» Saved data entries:
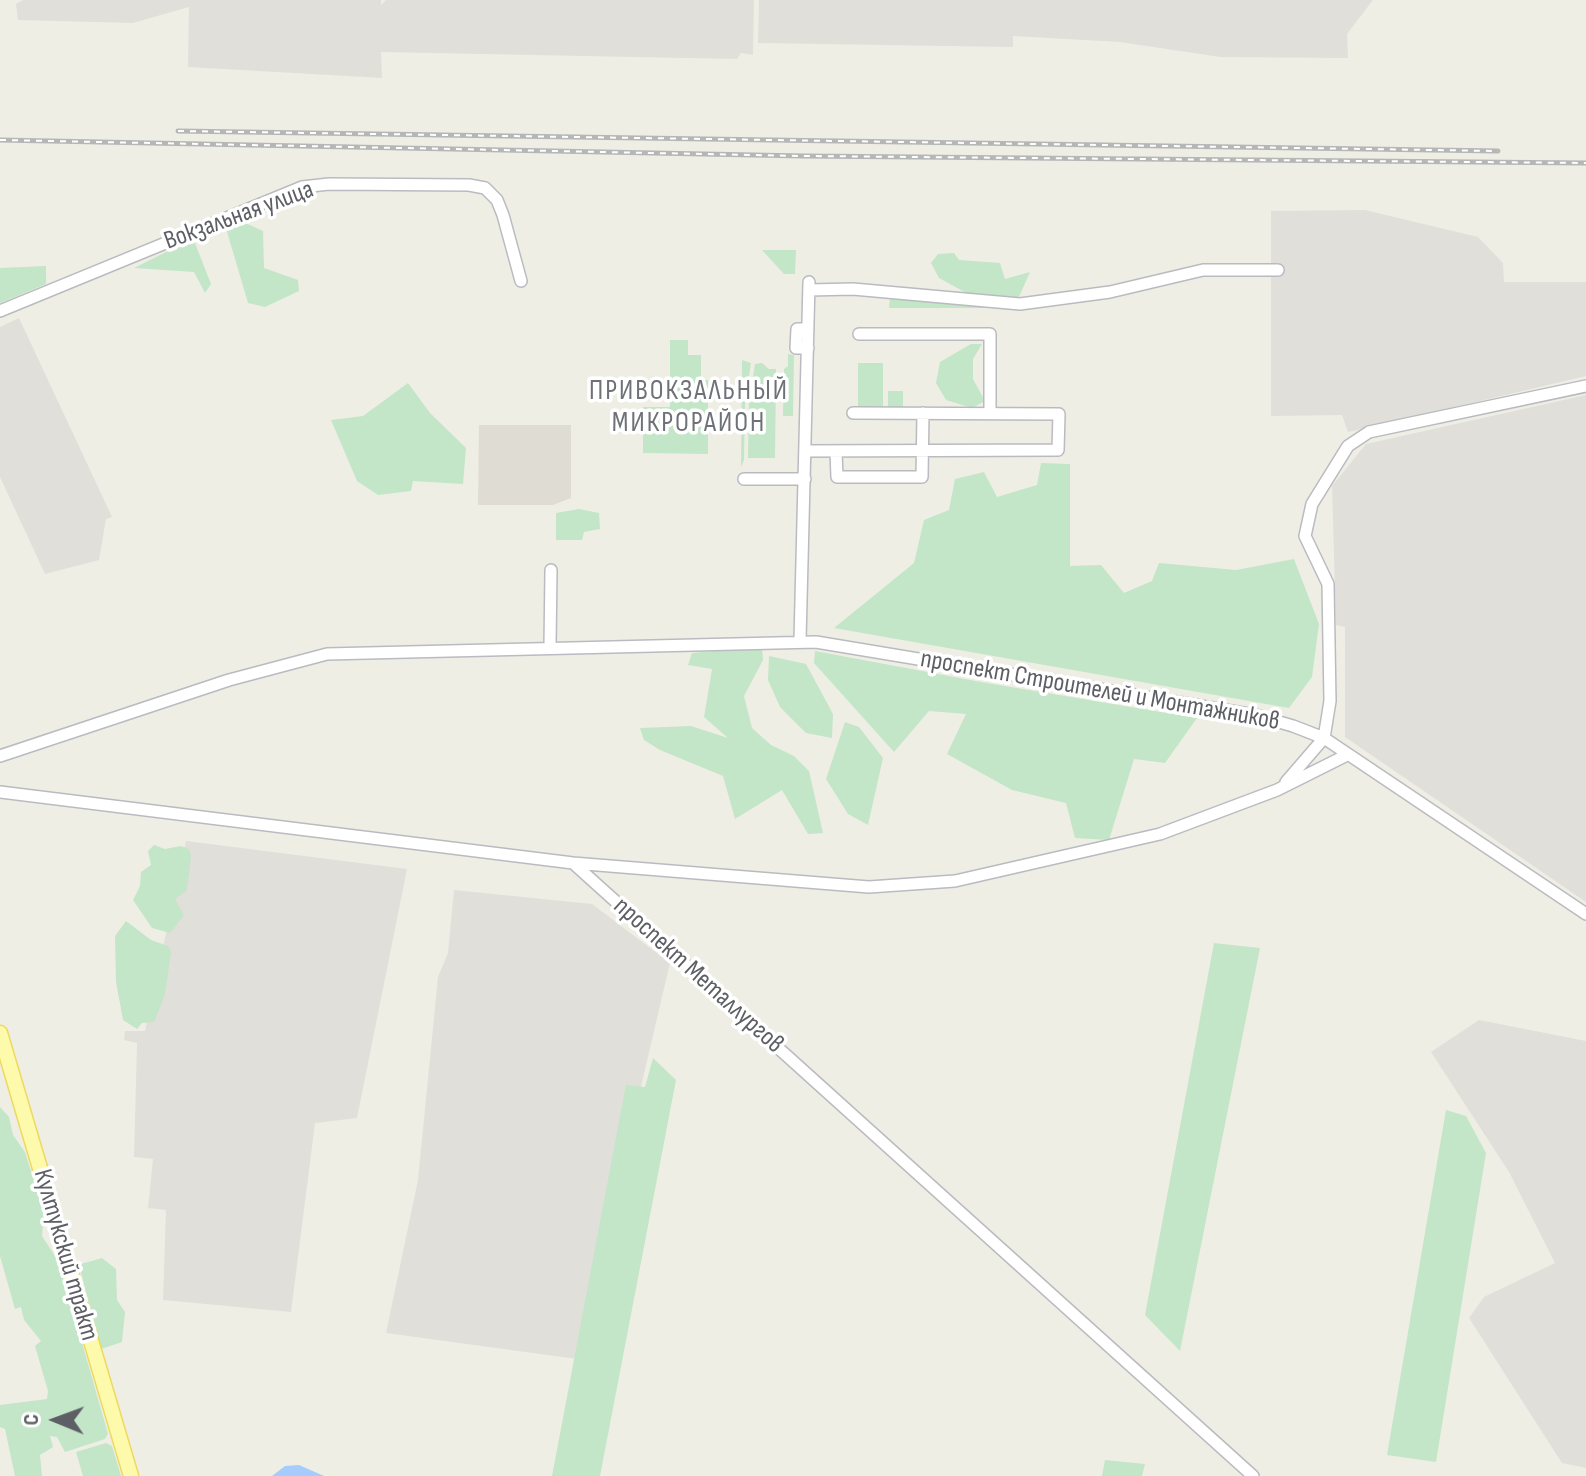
<!DOCTYPE html>
<meta charset="utf-8">
<style>
body{margin:0}
#map{position:relative;width:1586px;height:1476px;overflow:hidden;background:#efeee5;font-family:"Sofia Sans Condensed",sans-serif}
canvas{display:block}
.north{position:absolute;left:16px;top:1380px;width:80px;height:80px;-webkit-text-stroke:6px #fff;paint-order:stroke;rotate:271deg;font-size:22px;font-weight:700;line-height:32px;text-align:center;color:#5d5f65}
.north::after{content:'';display:block;margin:auto;width:28px;height:36px;background:#5d5f65;clip-path:polygon(50% 0,100% 100%,50% 72%,0 100%)}
</style>
<div id="map">
<canvas width="1586" height="1476"></canvas>
<div class="north">С</div>
</div>
<script>
const ctx = document.querySelector('canvas').getContext('2d');
ctx.lineJoin = 'round';
function fill(path, color) {
  ctx.fillStyle = color;
  ctx.fill(path, 'evenodd');
}
function toPath(rows) {
  const path = new Path2D();
  for (const r of rows) {
    path.moveTo(r[0], r[1]);
    for (let i = 2; i < r.length; i += 2) path.lineTo(r[i], r[i + 1]);
  }
  return path;
}
function trace(path, color, width, dash) {
  ctx.strokeStyle = color;
  ctx.lineWidth = width;
  ctx.lineCap = dash ? 'butt' : 'round';
  ctx.setLineDash(dash || []);
  ctx.stroke(path);
}
function write(font, color, halo, rows, align = 'center') {
  ctx.font = font + ' "Sofia Sans Condensed",sans-serif';
  ctx.lineWidth = 7;
  ctx.setLineDash([]);
  ctx.textBaseline = 'middle';
  ctx.strokeStyle = halo;
  ctx.fillStyle = color;
  for (const [text, x, y, turn = 0] of rows) {
    ctx.save();
    ctx.translate(x, y);
    ctx.rotate((+turn || 0) * Math.PI / 180);
    ctx.textAlign = isNaN(turn) ? turn : align;
    if (halo) ctx.strokeText(text, 0, 0);
    ctx.fillText(text, 0, 0);
    ctx.restore();
  }
}
const industrial = toPath([
 [23,0,381,0,381,5,386,0,754,0,753,55,741,53,737,59,381,52,382,78,188,67,189,7,133,23,18,20,16,4],
 [759,0,1373,0,1347,34,1348,58,1220,57,1120,42,1013,36,1013,47,758,43],
 [1365,210,1478,237,1503,263,1504,282,1586,282,1586,376,1348,432,1342,415,1271,416,1271,211],
 [19,318,112,517,106,519,99,560,45,574,0,477,0,327],
 [1586,395,1586,902,1345,737,1345,627,1336,625,1332,486,1366,444],
 [186,841,407,869,357,1118,315,1123,291,1312,163,1300,166,1210,148,1208,153,1159,134,1157,137,1043,124,1040,125,1031,145,1031],
 [454,890,592,904,670,963,577,1359,386,1333,418,1180,438,977,448,953],
 [1479,1020,1586,1041,1586,1468,1562,1463,1469,1318,1484,1297,1555,1263,1509,1172,1431,1052]
]);
const education = toPath([
 [479,425,571,425,571,498,553,505,478,505]
]);
const green = toPath([
 [243,222,263,231,264,268,298,280,299,291,265,307,248,303,225,225],
 [195,243,211,284,205,293,194,272,134,268,170,250],
 [762,250,796,250,795,274,784,274],
 [954,253,959,260,1000,263,1005,279,1030,272,1019,297,972,296,939,278,931,263,938,254],
 [46,266,46,284,0,303,0,268],
 [890,297,989,305,992,308,889,308],
 [670,340,688,340,688,355,701,355,701,380,708,380,708,454,643,453,643,407,670,407],
 [971,344,982,344,973,359,973,379,985,401,972,408,946,400,936,383,940,362],
 [788,354,794,355,793,416,783,416,784,369,788,366],
 [742,360,751,363,745,403,744,460,741,467],
 [762,363,769,369,776,369,775,458,748,458,749,401,755,364],
 [858,363,883,363,883,408,858,408],
 [408,383,430,413,466,448,463,484,413,481,411,491,378,495,357,481,331,420,363,416],
 [888,391,903,391,903,409,888,409],
 [1041,463,1070,464,1070,566,1101,565,1124,593,1152,581,1159,563,1236,570,1294,559,1319,624,1312,677,1289,708,834,628,914,563,924,520,949,510,955,479,984,472,997,497,1037,485],
 [579,509,599,513,600,529,584,532,582,540,556,540,556,513],
 [762,647,763,660,744,696,752,728,771,745,794,756,809,771,823,833,808,834,782,790,735,819,723,776,660,750,644,740,640,728,691,726,728,738,704,717,712,669,688,665,692,653],
 [815,651,981,682,1197,718,1165,763,1134,759,1109,840,1075,838,1066,803,1012,790,947,754,966,714,929,711,894,752,814,663],
 [769,656,806,664,833,714,832,738,806,733,780,707,768,680],
 [845,722,859,727,883,758,868,825,848,814,826,779],
 [154,845,165,849,181,846,189,849,191,856,187,890,175,899,184,915,170,933,152,928,133,900,140,886,141,872,151,865,148,851],
 [126,921,151,940,168,946,171,952,165,994,154,1022,142,1023,137,1029,123,1020,116,982,115,936],
 [1214,943,1260,948,1180,1351,1145,1315],
 [653,1058,676,1080,600,1476,552,1476,626,1085,645,1087],
 [0,1107,9,1117,13,1135,25,1152,44,1213,42,1236,59,1262,108,1434,105,1439,65,1452,57,1437,50,1436,53,1447,40,1455,42,1476,15,1476,5,1429,0,1427,0,1405,47,1399,48,1391,35,1346,41,1341,24,1320,21,1307,15,1309,0,1256],
 [1446,1110,1466,1116,1486,1153,1436,1462,1387,1455],
 [102,1258,116,1269,117,1300,125,1312,122,1342,101,1349,80,1269,81,1264],
 [106,1443,112,1446,121,1476,83,1476,76,1452],
 [1105,1460,1145,1464,1142,1476,1102,1476]
]);
const water = toPath([
 [299,1465,324,1476,272,1476,285,1466]
]);
const minor = toPath([
 [809,290,853,289,1020,304,1110,292,1203,270,1278,270],
 [0,311,302,187,329,184,469,185,485,188,497,200,503,215,521,281],
 [859,334,990,334,990,413],
 [808,348,796,348,797,329,808,329],
 [805,451,1058,450,1059,414,853,413],
 [836,451,837,477,922,477,923,413],
 [744,479,805,479],
 [800,640,809,282],
 [550,646,551,570],
 [0,756,229,680,327,654,816,642,1255,715,1293,726,1324,738,1586,914],
 [1286,782,1324,738,1330,701,1328,584,1305,536,1312,504,1348,446,1369,432,1586,386],
 [0,792,573,863,1253,1476],
 [573,863,869,887,955,881,1160,834,1277,790,1347,755]
]);
const major = toPath([
 [0,1033,131,1476]
]);
const rail = toPath([
 [178,131,1498,151],
 [0,140,804,156,1586,163]
]);
const streetNames = [
 ["Вокзальная улица",239,216,-20],
 ["проспект Строителей и Монтажников",1100,691,10],
 ["проспект Металлургов",698,976,42],
 ["Култукский тракт",65,1255,74]
];
const neighbourhoodNames = [
 ["ПРИВОКЗАЛЬНЫЙ",689,392],
 ["МИКРОРАЙОН",689,424]
];
fill(industrial, '#e0dfd9');
fill(education, '#dfddd3');
fill(green, '#c2e6c7');
fill(water, '#a6ccfd');
trace(minor, '#babbc0', 14);
trace(major, '#eed95e', 17);
trace(minor, '#fff', 11);
trace(major, '#fdfbab', 14);
trace(rail, '#b5b6b6', 5);
trace(rail, '#fff', 2, [6]);
write('26px', '#5d5f65', '#fff', streetNames);
ctx.letterSpacing = '2px';
write('28px', '#6e7177', '#fff', neighbourhoodNames);
ctx.letterSpacing = '0px';
</script>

» EXERCISE INSTRUCTIONS: Go through the entries and return each line where the word "green" appears.

» OUTPUT BELOW:
const green = toPath([
fill(green, '#c2e6c7');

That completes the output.